Exercise requirements: Exclude the pictures, then restate exactly each line of the data below from the first through the line containing "2px #565a4e) drop-shadow(0".

(Data supplied)

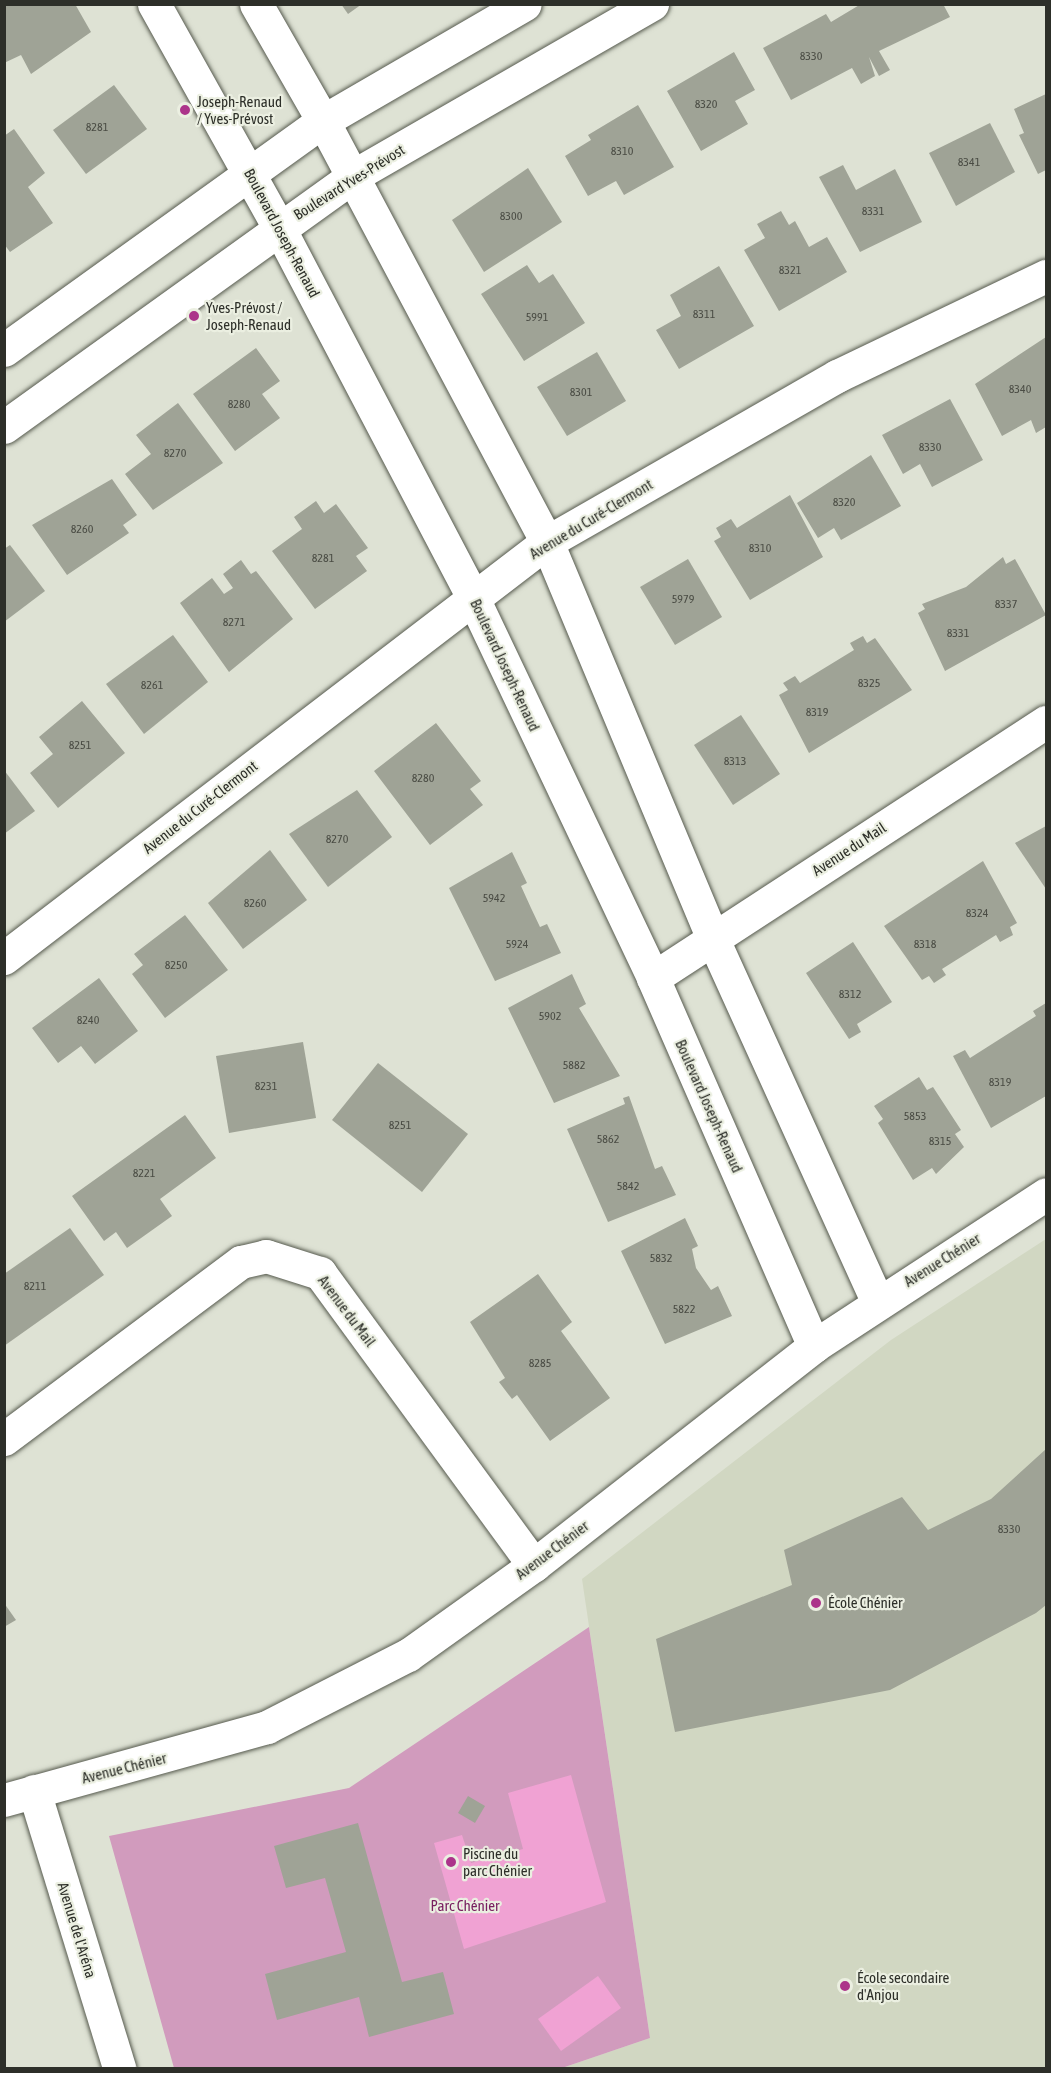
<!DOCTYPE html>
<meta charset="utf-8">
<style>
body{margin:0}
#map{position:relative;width:1051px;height:2073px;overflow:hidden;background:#dee2d4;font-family:"Asap Condensed",sans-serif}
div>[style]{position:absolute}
.built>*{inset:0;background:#d1d7c2}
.green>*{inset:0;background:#d19bbd}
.water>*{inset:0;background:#f0a2d3}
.building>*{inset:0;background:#9fa396}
.roads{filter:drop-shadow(0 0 2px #565a4e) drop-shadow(0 0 2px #565a4e)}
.minor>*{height:33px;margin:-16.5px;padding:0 16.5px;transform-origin:16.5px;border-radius:16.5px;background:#fff}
.tertiary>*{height:33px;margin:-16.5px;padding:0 16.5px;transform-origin:16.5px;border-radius:16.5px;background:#fff}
.dots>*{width:16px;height:16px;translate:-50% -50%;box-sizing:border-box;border:3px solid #ebefe1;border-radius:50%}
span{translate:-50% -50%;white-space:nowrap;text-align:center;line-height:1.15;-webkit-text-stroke:4.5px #ebefe1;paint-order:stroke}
.number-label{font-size:12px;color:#4a4c44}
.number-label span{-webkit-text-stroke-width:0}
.poi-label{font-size:15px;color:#2d2f29}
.left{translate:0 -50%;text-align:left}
.street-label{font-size:15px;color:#2d2f29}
.park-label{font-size:15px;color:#792060}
.frame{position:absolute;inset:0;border:6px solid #2d2f29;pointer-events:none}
</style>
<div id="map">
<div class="built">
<i style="clip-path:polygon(1046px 1239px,1046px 2068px,562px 2068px,650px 2038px,582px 1579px,891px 1340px)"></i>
</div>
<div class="green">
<i style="clip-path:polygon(589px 1627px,650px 2038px,562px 2068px,174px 2068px,109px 1836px,349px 1788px)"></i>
</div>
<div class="water">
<i style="clip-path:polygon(571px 1775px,606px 1902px,464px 1949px,434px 1843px,462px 1835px,471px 1863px,523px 1849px,508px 1793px)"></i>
<i style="clip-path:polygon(598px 1976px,621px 2008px,561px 2051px,538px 2019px)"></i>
</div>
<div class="building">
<i style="clip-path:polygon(4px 4px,75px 4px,91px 32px,31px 74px,21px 55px,4px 63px)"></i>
<i style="clip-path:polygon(341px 4px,362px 4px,348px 14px)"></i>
<i style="clip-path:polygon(861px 4px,943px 4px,950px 17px,879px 51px,890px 70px,879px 76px,869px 57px,875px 76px,861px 84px,852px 68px,791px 100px,763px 48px,826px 14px,831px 22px)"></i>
<i style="clip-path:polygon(734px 52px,755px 90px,735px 101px,748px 124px,701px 151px,667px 91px)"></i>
<i style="clip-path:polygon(114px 85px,147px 129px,86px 174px,53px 130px)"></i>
<i style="clip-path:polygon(1046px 94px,1046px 170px,1038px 174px,1019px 135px,1024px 133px,1014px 109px)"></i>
<i style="clip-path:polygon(638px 105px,674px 167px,624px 195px,616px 181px,588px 196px,565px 156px,591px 140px,588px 135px)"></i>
<i style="clip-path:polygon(990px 123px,1015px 172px,956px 206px,929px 153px)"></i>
<i style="clip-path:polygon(14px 129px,45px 173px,28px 187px,53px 223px,10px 252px,4px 244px,4px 136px)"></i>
<i style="clip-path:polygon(843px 165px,856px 190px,895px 169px,922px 222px,860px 252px,819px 177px)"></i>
<i style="clip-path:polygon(528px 168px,562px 222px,484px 272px,452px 220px)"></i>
<i style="clip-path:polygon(781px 211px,789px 225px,795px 221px,809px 247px,827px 237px,847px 272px,779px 311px,744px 250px,765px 238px,757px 224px)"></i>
<i style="clip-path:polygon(527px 265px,539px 283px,553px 274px,585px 323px,524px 361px,481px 294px)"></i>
<i style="clip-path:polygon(719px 266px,754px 326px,679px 369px,656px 330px,681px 316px,670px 295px)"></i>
<i style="clip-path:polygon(1046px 337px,1046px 427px,1036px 433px,1031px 420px,1002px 436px,975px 384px)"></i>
<i style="clip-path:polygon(256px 348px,280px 381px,262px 394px,280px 418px,235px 451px,193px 394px)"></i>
<i style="clip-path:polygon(597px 352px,626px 401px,567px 436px,537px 387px)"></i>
<i style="clip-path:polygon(950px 399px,983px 460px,932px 487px,920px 464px,903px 474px,882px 435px)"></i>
<i style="clip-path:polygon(178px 403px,223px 463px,153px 510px,125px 474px,151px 454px,136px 435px)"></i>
<i style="clip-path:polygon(871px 455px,901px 506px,841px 540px,834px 528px,818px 538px,797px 503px)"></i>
<i style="clip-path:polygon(112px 479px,137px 515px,123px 525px,129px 533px,67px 575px,32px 525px)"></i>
<i style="clip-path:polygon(790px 495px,823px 557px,750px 600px,714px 541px,721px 537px,716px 528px,731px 519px,737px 528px)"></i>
<i style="clip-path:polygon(316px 501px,324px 513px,336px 504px,368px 548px,356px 556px,367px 571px,315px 609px,272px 551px,302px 529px,294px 517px)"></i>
<i style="clip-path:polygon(10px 545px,45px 591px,4px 622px,4px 549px)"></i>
<i style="clip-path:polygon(1003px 557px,1006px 564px,1015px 559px,1046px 615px,945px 671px,918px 613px,925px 609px,922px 604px,966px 587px)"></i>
<i style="clip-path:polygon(688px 559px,722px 617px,675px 645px,640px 587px)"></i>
<i style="clip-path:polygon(241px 560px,251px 574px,256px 571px,293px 619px,229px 672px,180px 603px,212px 578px,224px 594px,233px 588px,223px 574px)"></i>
<i style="clip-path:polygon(173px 635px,208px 682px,144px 734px,106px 684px)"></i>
<i style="clip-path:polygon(863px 636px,867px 643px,875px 638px,912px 690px,809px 753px,779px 695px,788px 690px,783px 683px,795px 676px,800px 683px,854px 650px,850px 643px)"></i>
<i style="clip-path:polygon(82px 701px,125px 753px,58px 808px,30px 773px,53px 754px,39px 737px)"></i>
<i style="clip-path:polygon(741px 715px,780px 774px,733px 805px,694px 745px)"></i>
<i style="clip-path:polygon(436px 723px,481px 781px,470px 789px,483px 805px,430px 845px,374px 771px)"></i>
<i style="clip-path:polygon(4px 770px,35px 811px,4px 834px)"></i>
<i style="clip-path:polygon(357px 790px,392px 837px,328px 887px,289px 834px)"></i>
<i style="clip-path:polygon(1046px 826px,1046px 889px,1015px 843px)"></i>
<i style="clip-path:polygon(270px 850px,307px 900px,243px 949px,208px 903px)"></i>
<i style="clip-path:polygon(512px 852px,527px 883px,521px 886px,531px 908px,540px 927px,547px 924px,561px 953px,495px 981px,449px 888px)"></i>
<i style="clip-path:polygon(983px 861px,1017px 923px,1010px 927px,1013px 935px,1000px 942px,996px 935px,942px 969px,946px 975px,934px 983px,929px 976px,922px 980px,884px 926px)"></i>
<i style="clip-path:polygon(185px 915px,228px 970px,165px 1018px,132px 974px,143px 965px,134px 954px)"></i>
<i style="clip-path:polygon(853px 942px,892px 1002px,857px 1024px,861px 1032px,849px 1039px,806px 973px)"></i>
<i style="clip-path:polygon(572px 974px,586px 1004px,579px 1008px,620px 1076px,554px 1103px,508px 1008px)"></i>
<i style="clip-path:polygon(99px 978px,138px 1031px,95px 1064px,81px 1046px,58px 1063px,32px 1028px)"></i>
<i style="clip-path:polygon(1046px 1003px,1046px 1096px,991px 1128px,953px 1056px,965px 1050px,970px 1058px,1036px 1016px,1033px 1011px)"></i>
<i style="clip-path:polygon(303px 1042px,316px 1118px,229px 1133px,216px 1056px)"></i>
<i style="clip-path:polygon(378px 1063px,468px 1134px,422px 1192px,332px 1120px)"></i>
<i style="clip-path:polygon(919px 1077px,927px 1090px,933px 1087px,961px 1130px,955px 1134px,964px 1147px,936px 1174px,932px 1168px,913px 1180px,878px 1123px,883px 1119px,874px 1106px)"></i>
<i style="clip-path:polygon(629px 1096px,655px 1169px,662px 1166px,676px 1195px,608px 1222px,567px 1129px,625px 1104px,623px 1098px)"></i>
<i style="clip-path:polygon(185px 1115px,216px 1158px,160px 1199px,172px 1216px,127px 1248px,116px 1232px,104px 1241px,72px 1196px)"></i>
<i style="clip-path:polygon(685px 1218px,698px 1246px,692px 1249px,696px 1268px,711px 1290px,718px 1286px,732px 1316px,665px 1344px,621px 1251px)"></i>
<i style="clip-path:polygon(70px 1228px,104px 1275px,4px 1346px,4px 1274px)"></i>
<i style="clip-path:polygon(538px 1274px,572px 1322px,561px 1331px,610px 1398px,550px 1441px,517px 1395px,512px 1399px,499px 1382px,505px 1378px,470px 1322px)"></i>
<i style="clip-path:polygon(1046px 1449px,1046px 1605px,1036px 1613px,890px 1690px,675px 1732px,656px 1639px,792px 1585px,784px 1550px,902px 1497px,928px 1530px,991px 1499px)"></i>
<i style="clip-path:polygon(4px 1603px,16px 1620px,4px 1627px)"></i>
<i style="clip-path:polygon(468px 1796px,485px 1806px,475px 1823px,458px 1813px)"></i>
<i style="clip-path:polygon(358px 1823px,402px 1982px,443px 1972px,454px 2014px,369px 2037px,359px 1997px,277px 2020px,265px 1974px,346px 1952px,325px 1878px,286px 1888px,274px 1846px)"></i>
</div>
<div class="roads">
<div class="minor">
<i style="left:323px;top:121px;width:477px;rotate:62deg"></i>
<i style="left:547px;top:542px;width:428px;rotate:67.3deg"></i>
<i style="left:712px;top:937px;width:400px;rotate:65.6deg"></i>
<i style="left:278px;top:226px;width:418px;rotate:62.3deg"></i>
<i style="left:472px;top:596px;width:423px;rotate:64.6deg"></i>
<i style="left:653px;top:978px;width:402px;rotate:66.4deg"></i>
<i style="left:4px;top:958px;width:684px;rotate:-37.46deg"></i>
<i style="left:547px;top:542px;width:334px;rotate:-29.8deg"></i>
<i style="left:837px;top:376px;width:232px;rotate:-25.6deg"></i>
<i style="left:653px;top:978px;width:469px;rotate:-33.1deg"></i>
<i style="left:4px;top:1439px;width:296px;rotate:-36.8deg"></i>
<i style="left:241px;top:1262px;width:26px;rotate:-13deg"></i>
<i style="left:266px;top:1256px;width:57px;rotate:17.5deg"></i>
<i style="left:320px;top:1273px;width:362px;rotate:53.8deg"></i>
<i style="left:34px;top:1791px;width:290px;rotate:72.9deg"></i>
<i style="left:4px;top:1800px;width:273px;rotate:-15.5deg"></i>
<i style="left:267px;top:1727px;width:158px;rotate:-27.1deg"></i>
<i style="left:408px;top:1655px;width:155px;rotate:-35.5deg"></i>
<i style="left:534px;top:1565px;width:355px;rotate:-38deg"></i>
<i style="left:814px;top:1346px;width:277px;rotate:-33.2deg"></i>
</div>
<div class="tertiary">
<i style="left:154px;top:4px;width:254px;rotate:60.8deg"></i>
<i style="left:256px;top:4px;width:135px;rotate:60.2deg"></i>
<i style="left:4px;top:350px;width:393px;rotate:-35.7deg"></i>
<i style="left:323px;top:121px;width:233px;rotate:-30.1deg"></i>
<i style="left:4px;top:427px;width:430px;rotate:-35.7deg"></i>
<i style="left:353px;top:176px;width:345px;rotate:-29.9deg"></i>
</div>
</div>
<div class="dots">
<i style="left:185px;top:110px;background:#ac348a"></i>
<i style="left:194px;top:316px;background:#ac348a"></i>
<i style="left:816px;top:1603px;background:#ac348a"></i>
<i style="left:451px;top:1862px;background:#ac348a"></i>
<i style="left:845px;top:1986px;background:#ac348a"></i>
</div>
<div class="number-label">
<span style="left:811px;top:57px">8330</span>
<span style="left:706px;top:105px">8320</span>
<span style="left:97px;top:128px">8281</span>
<span style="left:622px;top:152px">8310</span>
<span style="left:969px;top:163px">8341</span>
<span style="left:873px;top:212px">8331</span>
<span style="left:511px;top:217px">8300</span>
<span style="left:790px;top:271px">8321</span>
<span style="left:704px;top:315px">8311</span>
<span style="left:537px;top:318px">5991</span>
<span style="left:1020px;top:390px">8340</span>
<span style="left:581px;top:393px">8301</span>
<span style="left:239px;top:405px">8280</span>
<span style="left:930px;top:448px">8330</span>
<span style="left:175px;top:454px">8270</span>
<span style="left:844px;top:503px">8320</span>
<span style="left:82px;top:530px">8260</span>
<span style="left:760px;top:549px">8310</span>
<span style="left:323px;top:559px">8281</span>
<span style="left:683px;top:600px">5979</span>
<span style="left:1006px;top:605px">8337</span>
<span style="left:234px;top:623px">8271</span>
<span style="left:958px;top:634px">8331</span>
<span style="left:869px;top:684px">8325</span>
<span style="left:152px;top:686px">8261</span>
<span style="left:817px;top:713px">8319</span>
<span style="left:80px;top:746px">8251</span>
<span style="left:735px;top:762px">8313</span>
<span style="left:423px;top:779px">8280</span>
<span style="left:337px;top:840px">8270</span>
<span style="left:494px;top:899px">5942</span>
<span style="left:255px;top:904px">8260</span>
<span style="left:977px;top:914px">8324</span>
<span style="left:517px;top:945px">5924</span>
<span style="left:925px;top:945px">8318</span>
<span style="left:176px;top:966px">8250</span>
<span style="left:850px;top:995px">8312</span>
<span style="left:550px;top:1017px">5902</span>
<span style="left:88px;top:1021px">8240</span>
<span style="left:574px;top:1066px">5882</span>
<span style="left:1000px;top:1083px">8319</span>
<span style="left:266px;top:1087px">8231</span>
<span style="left:915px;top:1117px">5853</span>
<span style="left:400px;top:1126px">8251</span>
<span style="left:608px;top:1140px">5862</span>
<span style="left:940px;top:1142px">8315</span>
<span style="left:144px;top:1174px">8221</span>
<span style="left:628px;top:1187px">5842</span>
<span style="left:661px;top:1259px">5832</span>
<span style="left:35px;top:1287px">8211</span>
<span style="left:684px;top:1310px">5822</span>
<span style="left:540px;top:1364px">8285</span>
<span style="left:1009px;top:1530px">8330</span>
</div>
<div class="poi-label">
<span class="left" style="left:197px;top:110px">Joseph-Renaud<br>/ Yves-Prévost</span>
<span class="left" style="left:206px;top:316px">Yves-Prévost /<br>Joseph-Renaud</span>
<span class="left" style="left:828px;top:1603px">École Chénier</span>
<span class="left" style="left:463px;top:1862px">Piscine du<br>parc Chénier</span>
<span class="left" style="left:857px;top:1986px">École secondaire<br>d'Anjou</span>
</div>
<div class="street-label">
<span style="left:349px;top:182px;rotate:-32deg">Boulevard Yves-Prévost</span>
<span style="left:282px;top:233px;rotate:62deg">Boulevard Joseph-Renaud</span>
<span style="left:591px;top:519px;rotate:-31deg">Avenue du Curé-Clermont</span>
<span style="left:505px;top:665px;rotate:65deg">Boulevard Joseph-Renaud</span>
<span style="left:200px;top:807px;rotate:-38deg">Avenue du Curé-Clermont</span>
<span style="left:849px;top:849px;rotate:-33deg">Avenue du Mail</span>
<span style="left:709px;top:1106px;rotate:66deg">Boulevard Joseph-Renaud</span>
<span style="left:942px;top:1260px;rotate:-32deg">Avenue Chénier</span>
<span style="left:347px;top:1311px;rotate:53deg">Avenue du Mail</span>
<span style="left:552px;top:1550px;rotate:-37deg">Avenue Chénier</span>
<span style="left:124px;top:1768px;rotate:-14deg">Avenue Chénier</span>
<span style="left:77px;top:1930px;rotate:73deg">Avenue de l'Aréna</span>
</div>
<div class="park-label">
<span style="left:465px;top:1906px">Parc Chénier</span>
</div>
<div class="frame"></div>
</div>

(End Data supplied)

Response for this exercise:
<!DOCTYPE html>
<meta charset="utf-8">
<style>
body{margin:0}
#map{position:relative;width:1051px;height:2073px;overflow:hidden;background:#dee2d4;font-family:"Asap Condensed",sans-serif}
div>[style]{position:absolute}
.built>*{inset:0;background:#d1d7c2}
.green>*{inset:0;background:#d19bbd}
.water>*{inset:0;background:#f0a2d3}
.building>*{inset:0;background:#9fa396}
.roads{filter:drop-shadow(0 0 2px #565a4e) drop-shadow(0 0 2px #565a4e)}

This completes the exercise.